● **WORK REQUEST**
When you find the word "Álvaro" in a line of the entries, please copy the whole line.
++++++
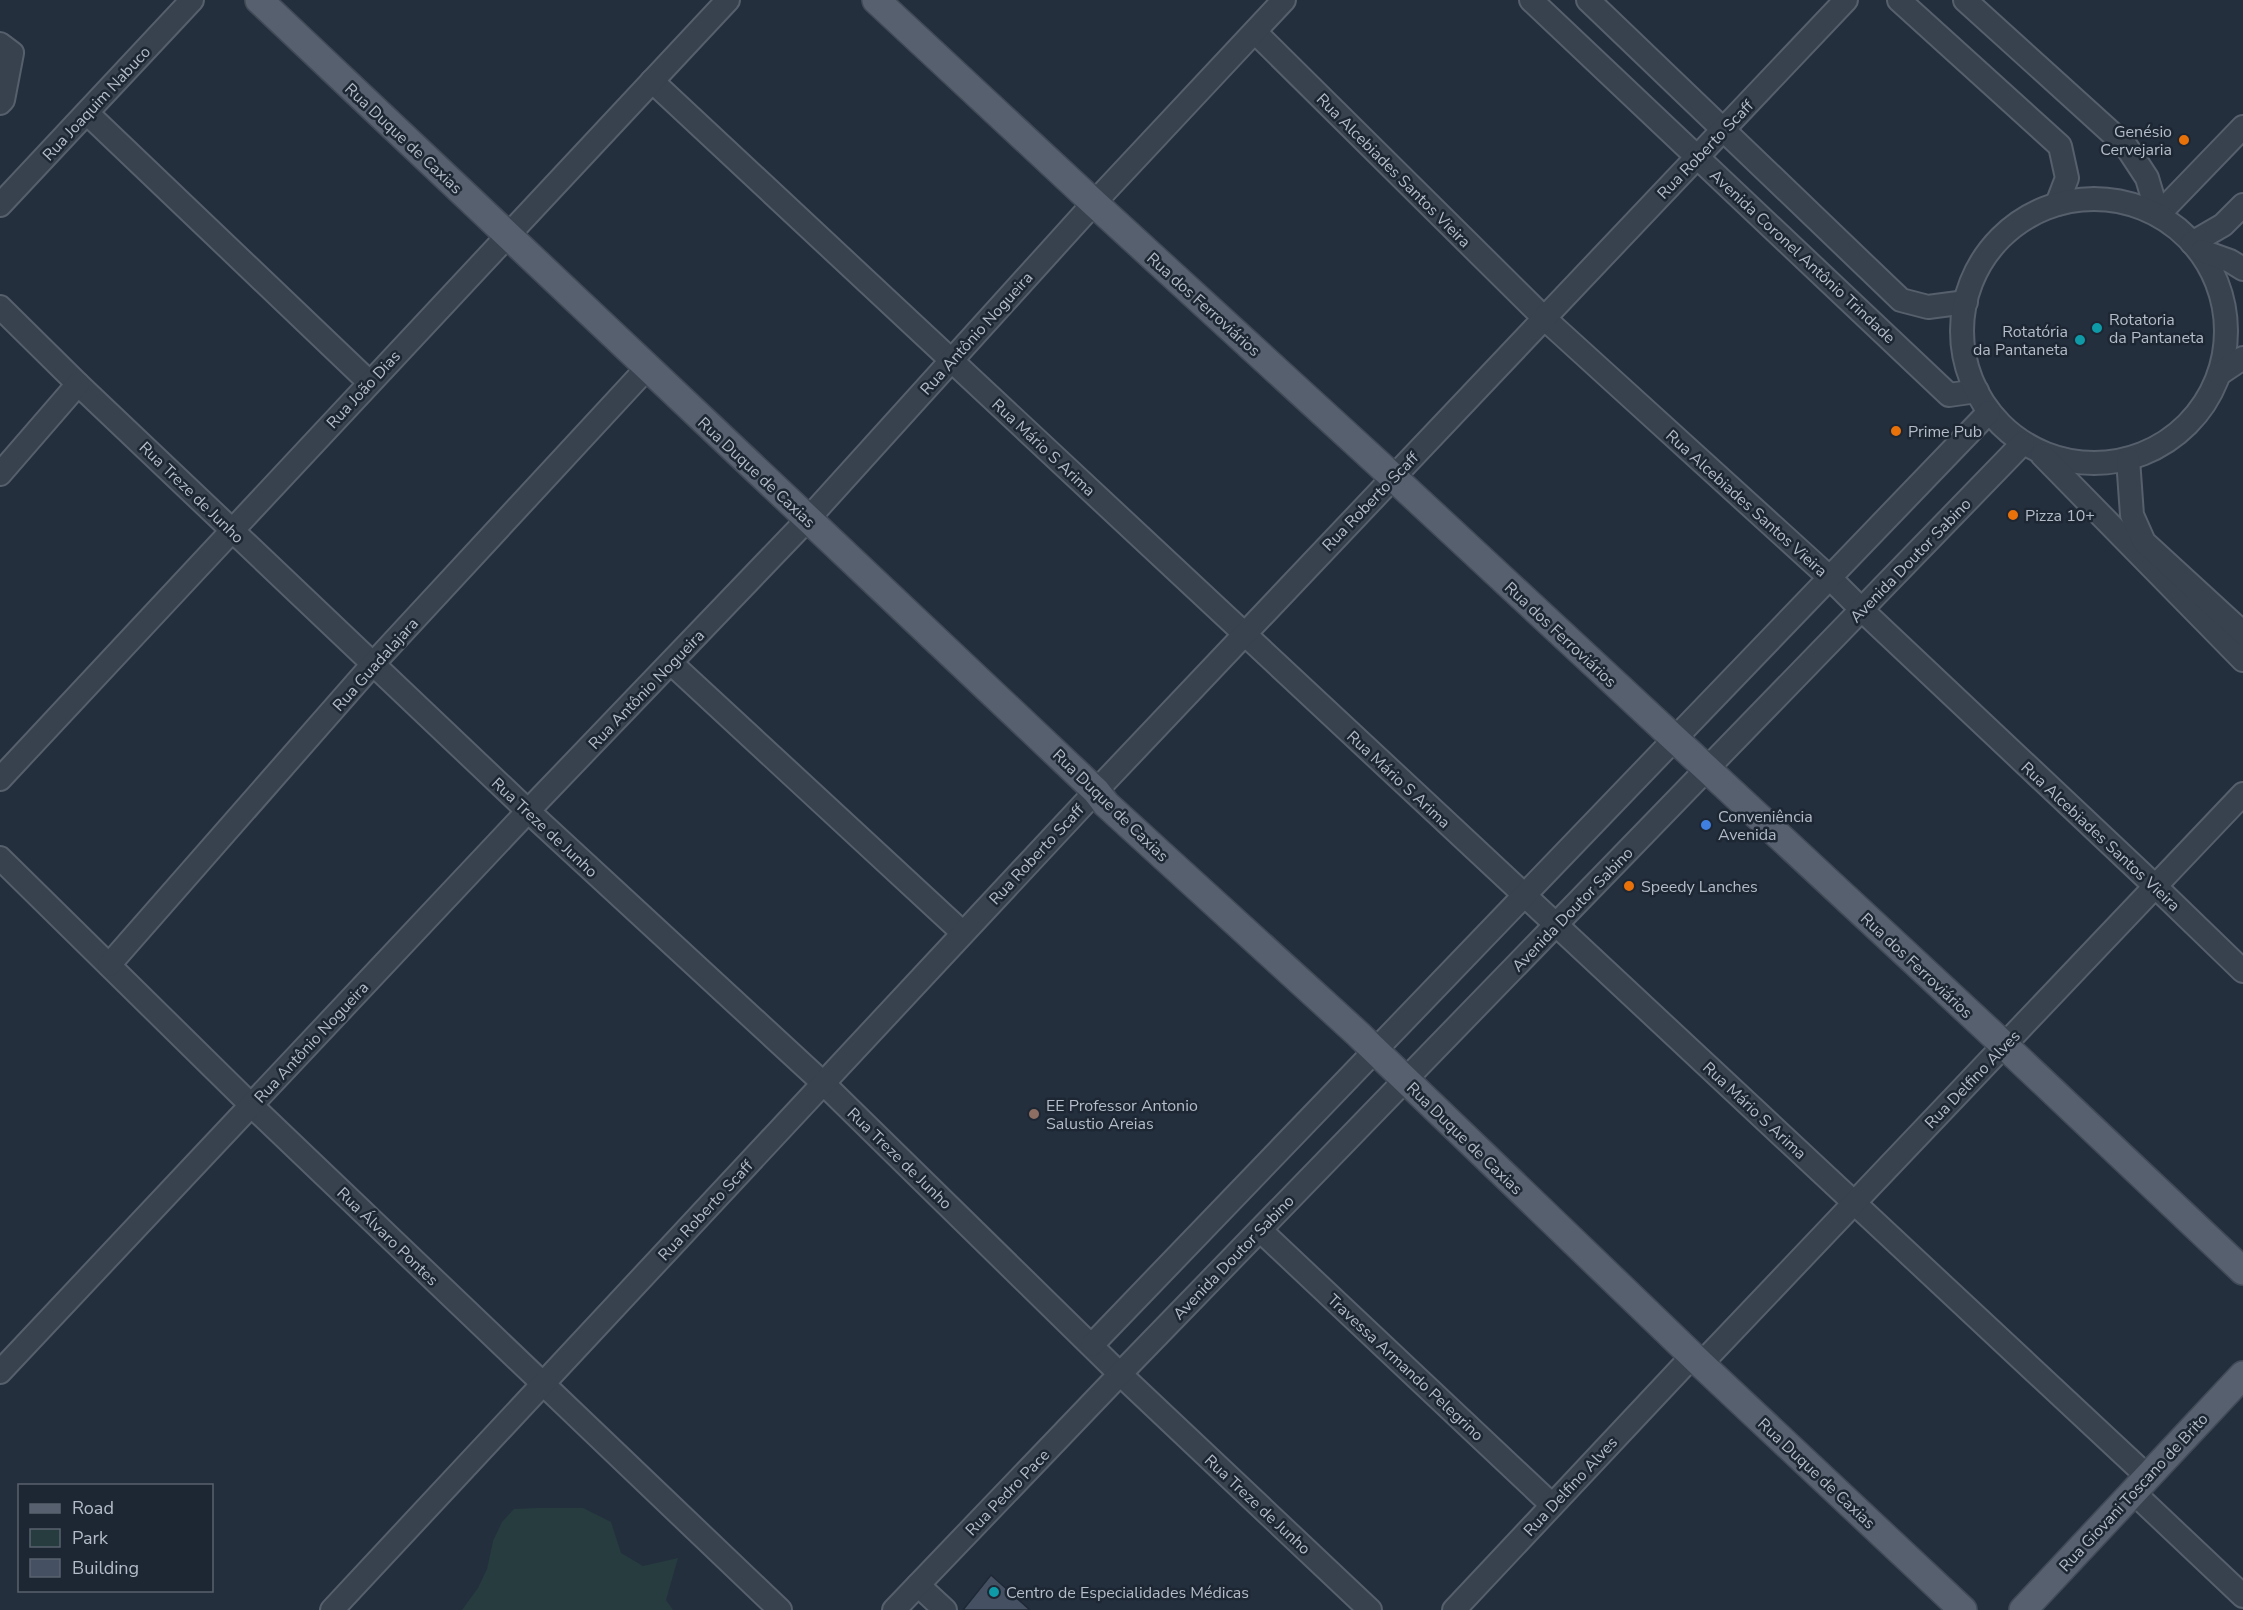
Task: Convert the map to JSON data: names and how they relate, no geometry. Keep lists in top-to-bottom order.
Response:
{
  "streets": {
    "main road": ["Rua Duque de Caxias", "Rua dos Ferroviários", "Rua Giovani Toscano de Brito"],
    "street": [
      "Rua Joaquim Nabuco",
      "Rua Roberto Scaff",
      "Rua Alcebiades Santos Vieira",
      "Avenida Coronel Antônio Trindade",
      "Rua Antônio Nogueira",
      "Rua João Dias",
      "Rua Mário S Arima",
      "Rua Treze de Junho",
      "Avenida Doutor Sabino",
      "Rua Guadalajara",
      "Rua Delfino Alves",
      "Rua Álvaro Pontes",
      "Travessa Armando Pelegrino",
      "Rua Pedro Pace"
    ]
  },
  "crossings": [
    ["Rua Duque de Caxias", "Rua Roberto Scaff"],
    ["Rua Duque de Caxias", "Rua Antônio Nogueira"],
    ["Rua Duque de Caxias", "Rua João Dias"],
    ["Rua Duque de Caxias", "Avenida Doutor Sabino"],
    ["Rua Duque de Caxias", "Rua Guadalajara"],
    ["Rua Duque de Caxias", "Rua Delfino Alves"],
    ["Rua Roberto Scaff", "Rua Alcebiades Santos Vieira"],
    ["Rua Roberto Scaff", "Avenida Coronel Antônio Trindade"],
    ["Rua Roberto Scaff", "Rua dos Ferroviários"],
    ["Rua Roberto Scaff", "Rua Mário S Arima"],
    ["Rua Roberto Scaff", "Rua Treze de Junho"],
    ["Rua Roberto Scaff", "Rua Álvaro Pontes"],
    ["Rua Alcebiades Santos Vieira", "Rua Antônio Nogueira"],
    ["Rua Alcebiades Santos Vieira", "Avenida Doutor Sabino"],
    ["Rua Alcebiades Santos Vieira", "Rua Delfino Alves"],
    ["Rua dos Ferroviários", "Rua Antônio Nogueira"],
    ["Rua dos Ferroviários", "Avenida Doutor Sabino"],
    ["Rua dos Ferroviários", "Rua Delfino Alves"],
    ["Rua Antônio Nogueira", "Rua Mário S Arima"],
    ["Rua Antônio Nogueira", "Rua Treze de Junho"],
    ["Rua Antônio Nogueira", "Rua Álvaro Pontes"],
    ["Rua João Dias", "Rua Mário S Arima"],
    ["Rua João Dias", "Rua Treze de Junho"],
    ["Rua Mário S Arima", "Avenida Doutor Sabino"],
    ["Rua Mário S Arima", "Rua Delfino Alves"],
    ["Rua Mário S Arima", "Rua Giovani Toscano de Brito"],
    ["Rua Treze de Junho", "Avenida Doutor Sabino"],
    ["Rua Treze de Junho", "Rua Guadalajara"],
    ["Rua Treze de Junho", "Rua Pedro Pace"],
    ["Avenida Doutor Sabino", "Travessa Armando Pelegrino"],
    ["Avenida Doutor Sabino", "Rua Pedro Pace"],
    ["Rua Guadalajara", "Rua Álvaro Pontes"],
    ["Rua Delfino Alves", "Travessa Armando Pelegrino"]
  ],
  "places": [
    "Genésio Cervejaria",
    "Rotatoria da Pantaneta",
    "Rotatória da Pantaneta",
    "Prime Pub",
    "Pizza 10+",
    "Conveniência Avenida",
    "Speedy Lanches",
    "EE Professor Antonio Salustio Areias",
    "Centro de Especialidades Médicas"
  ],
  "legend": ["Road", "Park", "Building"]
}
++++++
● **WRITTEN SOLUTION**
      "Rua Álvaro Pontes",
    ["Rua Roberto Scaff", "Rua Álvaro Pontes"],
    ["Rua Antônio Nogueira", "Rua Álvaro Pontes"],
    ["Rua Guadalajara", "Rua Álvaro Pontes"],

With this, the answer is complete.